Absent a choice of law provision, Kansas conflict of laws rules apply the lex loci contractus doctrine, that is, “the law of the state where the contract is made governs.” In re K.M.H., 169 P.3d 1025, 1031-32 (Kan. 2007). “A contract is made where the last act necessary for its formation occurs.” Id. “In cases involving insurance policies, [Kansas] courts have repeatedly held the contract is made where the policy is delivered.” Layne Christensen Co. v. Zurich Can., 38 P.3d 757, 767 (Kan.Ct.App. 2002). Defendant AAC was a Kansas corporation with its principal place of business in Kansas. Doc. 1 at 3 (Compl. ¶ 5). The court thus assumes that the parties premise their agreement on the rational assumption that plaintiffs delivered defendant AAC's policy to AAC in Kansas.
Under Kansas law, an “insurance policy is a contract; plain and unambiguous language contained within the contract must be given its plain meaning.” Shelter Mut. Ins. Co. v. Williams ex rel. Williams, 804 P.2d 1374, 1379 (Kan. 1991). “Where an insurance contract is open to different constructions,” then the contract is ambiguous, and the court must adopt the construction “most favorable to the insured[.]” Id. But “an ambiguity must not be created where none exists.” Id. Plaintiffs, as the insurer, bear the burden “to establish facts which bring the case within the exceptions contained in the policy.” Id. at 1383 (quotation cleaned up). Defendants, as the insured, bear “the burden to show the loss falls within a coverage provision[.]” Id. (quotation cleaned up).

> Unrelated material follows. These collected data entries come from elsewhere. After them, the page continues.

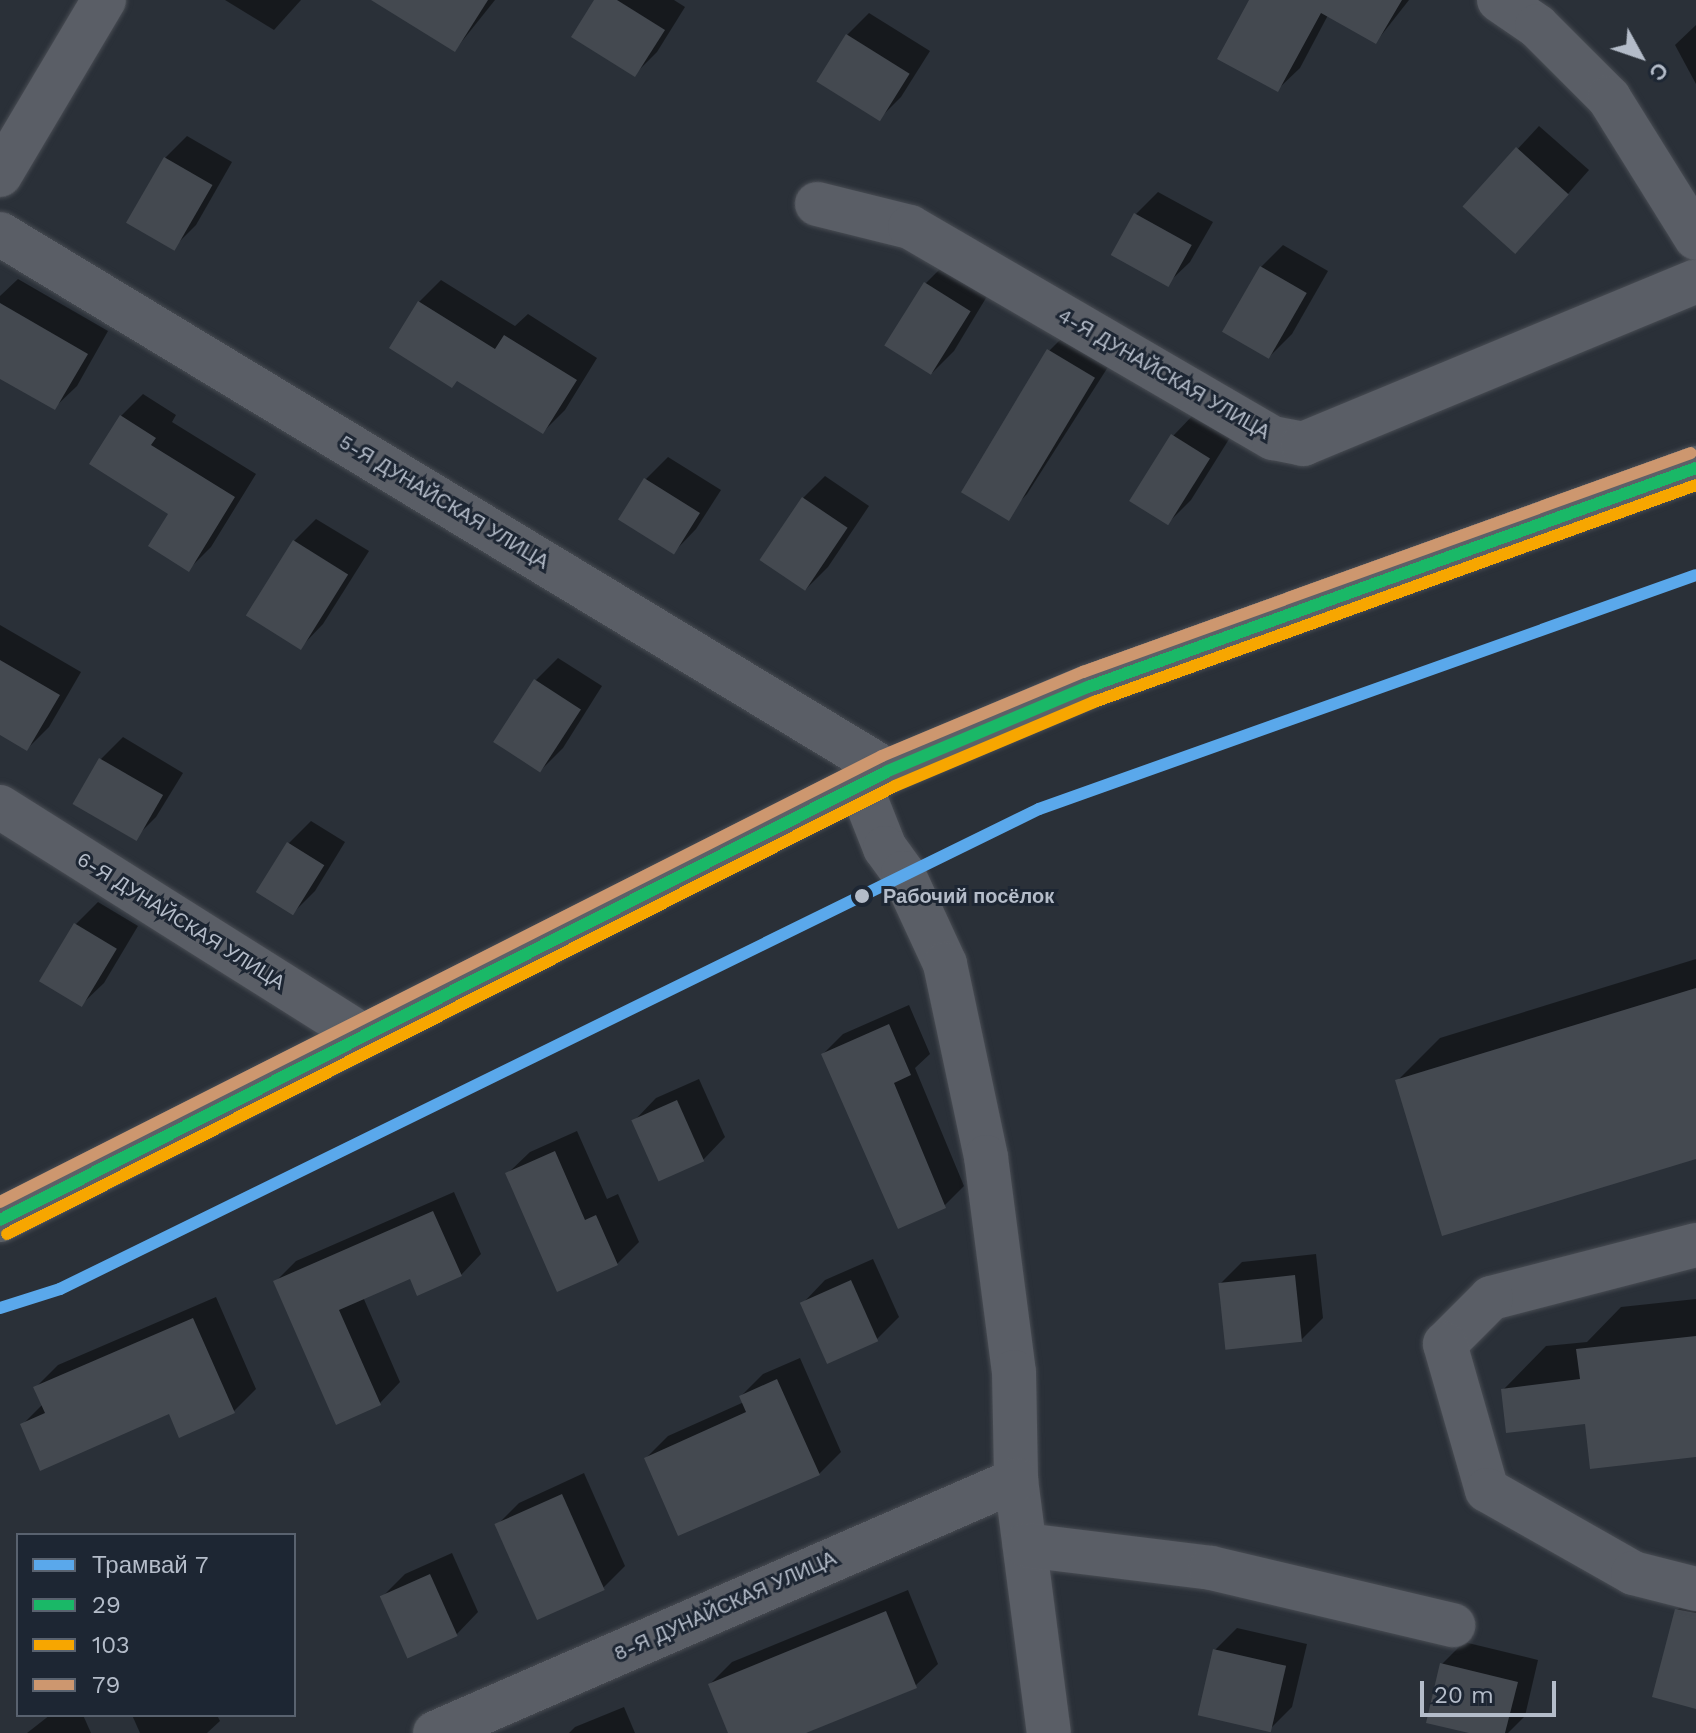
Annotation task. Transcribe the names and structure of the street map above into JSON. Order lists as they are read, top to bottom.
{
  "streets": {
    "street": [
      "4-Я ДУНАЙСКАЯ УЛИЦА",
      "5-Я ДУНАЙСКАЯ УЛИЦА",
      "6-Я ДУНАЙСКАЯ УЛИЦА",
      "8-Я ДУНАЙСКАЯ УЛИЦА"
    ]
  },
  "places": ["Рабочий посёлок"],
  "lines": [
    "transit line 79",
    "transit line 29",
    "transit line 103",
    "tram line 7"
  ],
  "legend": [
    "Трамвай 7",
    "29",
    "103",
    "79"
  ],
  "scale_bar": "20 m",
  "north": "bottom right"
}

Here, plaintiffs emphasize that the policies at issue are so-called “claims-made” policies. “A claims-made policy differs from an occurrence policy in that a claims-made policy provides coverage only when a claim is made during the policy period, while an occurrence policy covers any occurrence that happens during the policy period, regardless of when the claim is made.” Phila. Indem. Ins. Co. v. Great Plains Ann. Conf. of the United Methodist Church, No. 21-cv-1197-HLT-KGG, 2022 WL 522962, at *3 (D. Kan. Feb. 22, 2022) (applying Kansas law). As the Kansas Supreme Court has explained,
Under a claims-made policy, coverage is only triggered when, during the policy period, an insured discovers and notifies the insurer of either claims against the insured or occurrences that might give rise to such claims. This differs significantly from an occurrence policy, in which the coverage becomes effective if the negligent or omitted acts occur during the term of the policy.... In a claims-made policy, the notice is the trigger that invokes coverage.Am. Special Risk Mgmt. Corp. v. Cahow, 192 P.3d 614, 621 (Kan. 2008).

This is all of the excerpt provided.